▶ _What needs to be done_: Pull every line holding the string "order" from the records below.

▶ _Data to use_:

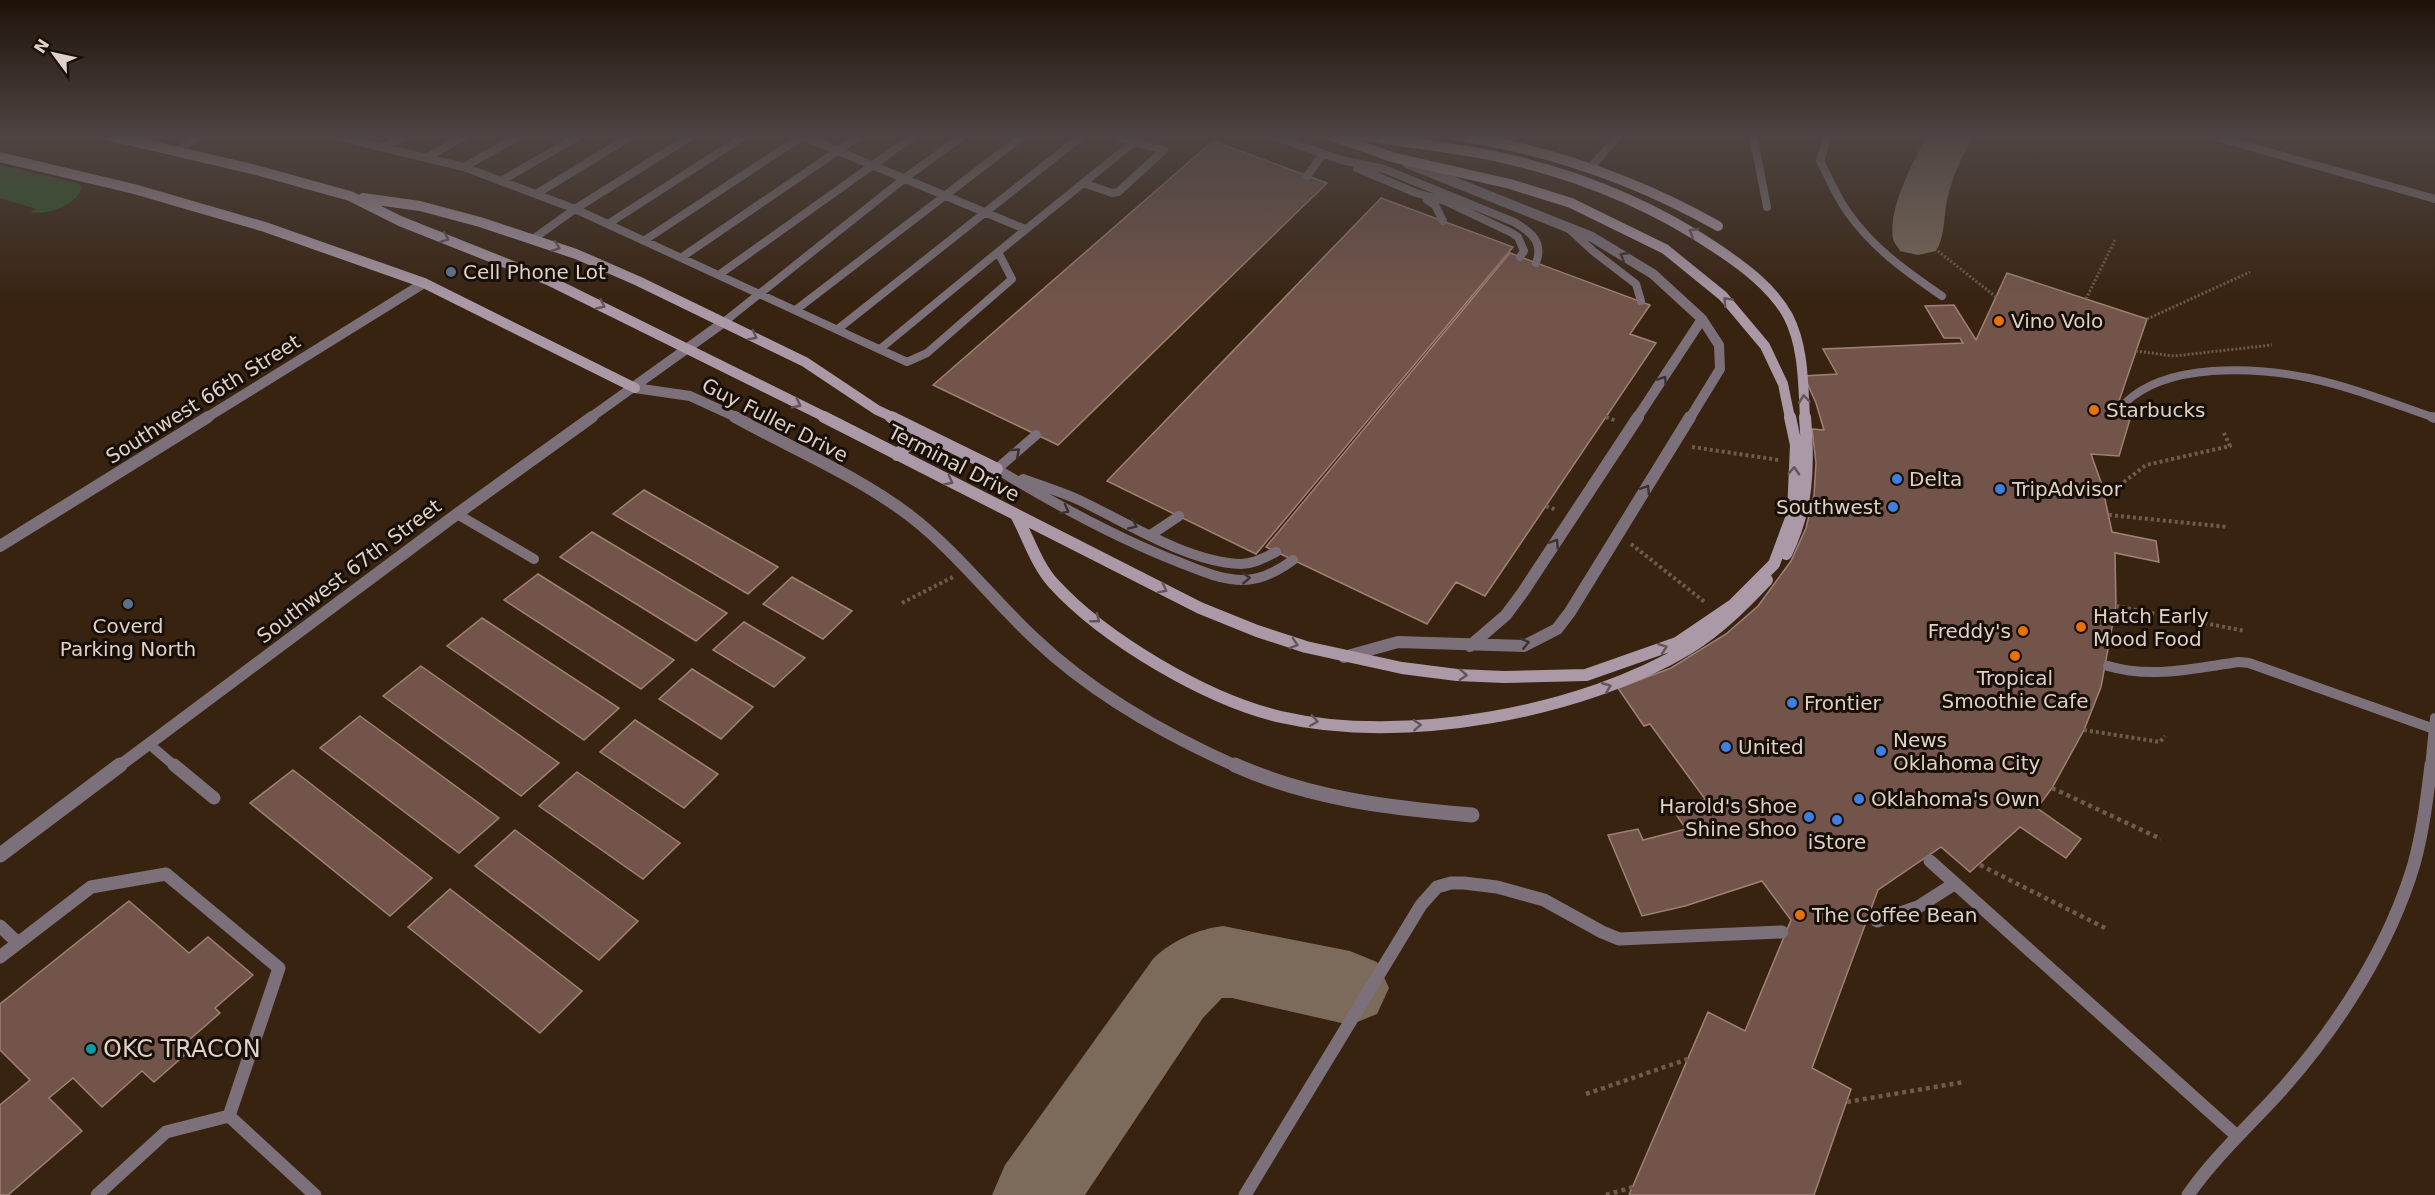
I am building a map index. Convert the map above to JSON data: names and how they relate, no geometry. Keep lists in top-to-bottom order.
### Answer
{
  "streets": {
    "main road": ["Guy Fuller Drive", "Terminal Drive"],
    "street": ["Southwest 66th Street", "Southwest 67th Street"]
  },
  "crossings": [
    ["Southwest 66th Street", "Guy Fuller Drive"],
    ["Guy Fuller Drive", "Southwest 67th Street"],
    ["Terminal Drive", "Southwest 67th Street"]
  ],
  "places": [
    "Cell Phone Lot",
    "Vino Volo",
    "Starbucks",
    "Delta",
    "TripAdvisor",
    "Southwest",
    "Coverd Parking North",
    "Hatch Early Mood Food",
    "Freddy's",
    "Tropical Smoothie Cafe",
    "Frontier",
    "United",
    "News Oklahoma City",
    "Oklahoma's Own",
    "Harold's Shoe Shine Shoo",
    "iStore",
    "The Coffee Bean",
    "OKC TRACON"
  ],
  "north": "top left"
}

* * *

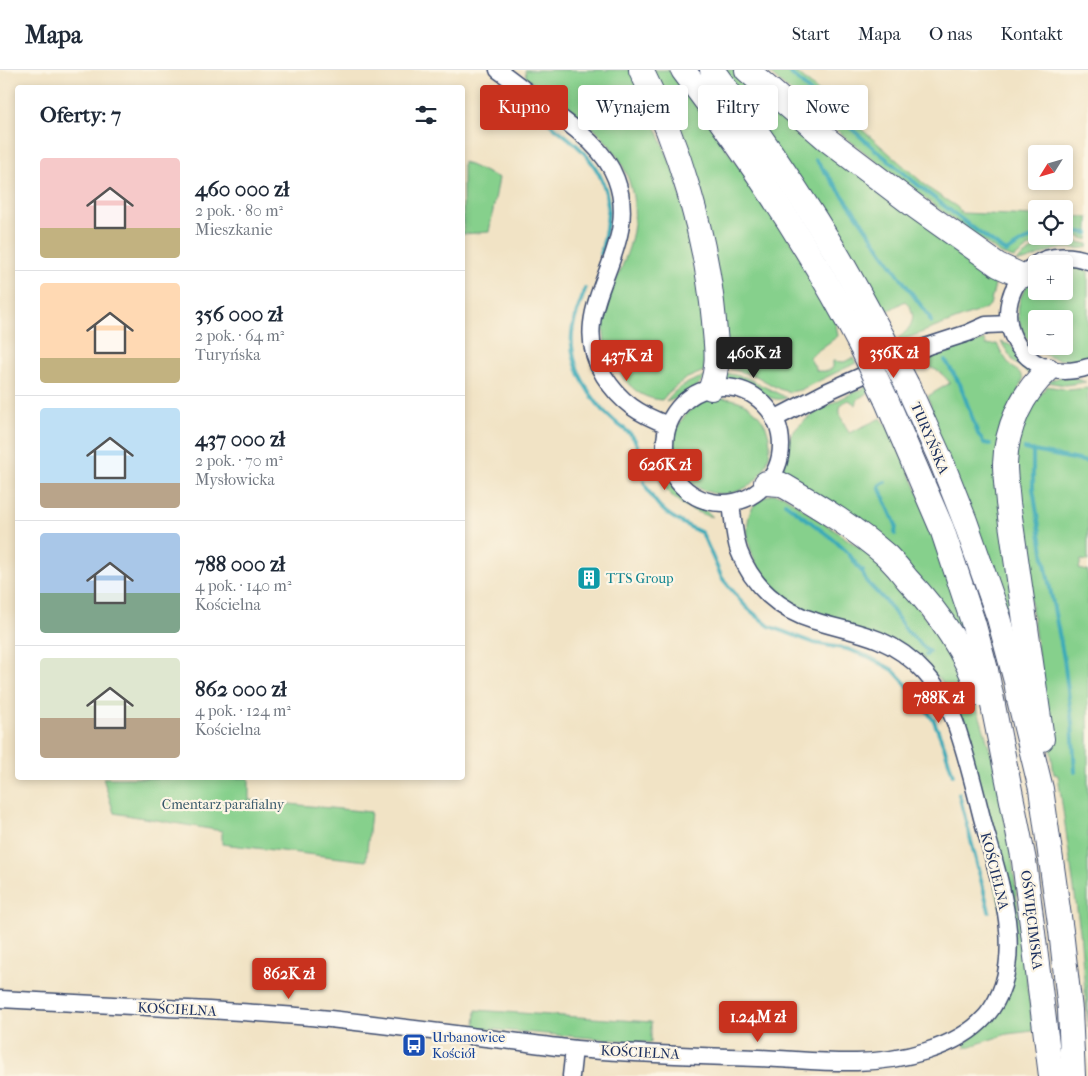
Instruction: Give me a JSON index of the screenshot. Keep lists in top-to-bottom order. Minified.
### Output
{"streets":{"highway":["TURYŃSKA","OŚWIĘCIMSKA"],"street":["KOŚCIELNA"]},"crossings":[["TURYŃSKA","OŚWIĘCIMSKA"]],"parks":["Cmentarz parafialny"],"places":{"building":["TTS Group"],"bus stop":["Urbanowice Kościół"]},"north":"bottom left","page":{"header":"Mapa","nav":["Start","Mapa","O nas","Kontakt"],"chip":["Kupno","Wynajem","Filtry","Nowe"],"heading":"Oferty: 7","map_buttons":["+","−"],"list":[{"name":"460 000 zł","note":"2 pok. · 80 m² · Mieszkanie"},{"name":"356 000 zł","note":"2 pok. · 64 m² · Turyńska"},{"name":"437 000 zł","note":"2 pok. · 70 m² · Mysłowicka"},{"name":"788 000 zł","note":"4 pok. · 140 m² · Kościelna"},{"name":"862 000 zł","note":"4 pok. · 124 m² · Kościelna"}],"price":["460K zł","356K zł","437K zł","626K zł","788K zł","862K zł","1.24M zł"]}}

▶ _Solved exercise_:
I am building a map index. Convert the map above to JSON data: names and how they relate, no geometry. Keep lists in top-to-bottom order.
Instruction: Give me a JSON index of the screenshot. Keep lists in top-to-bottom order. Minified.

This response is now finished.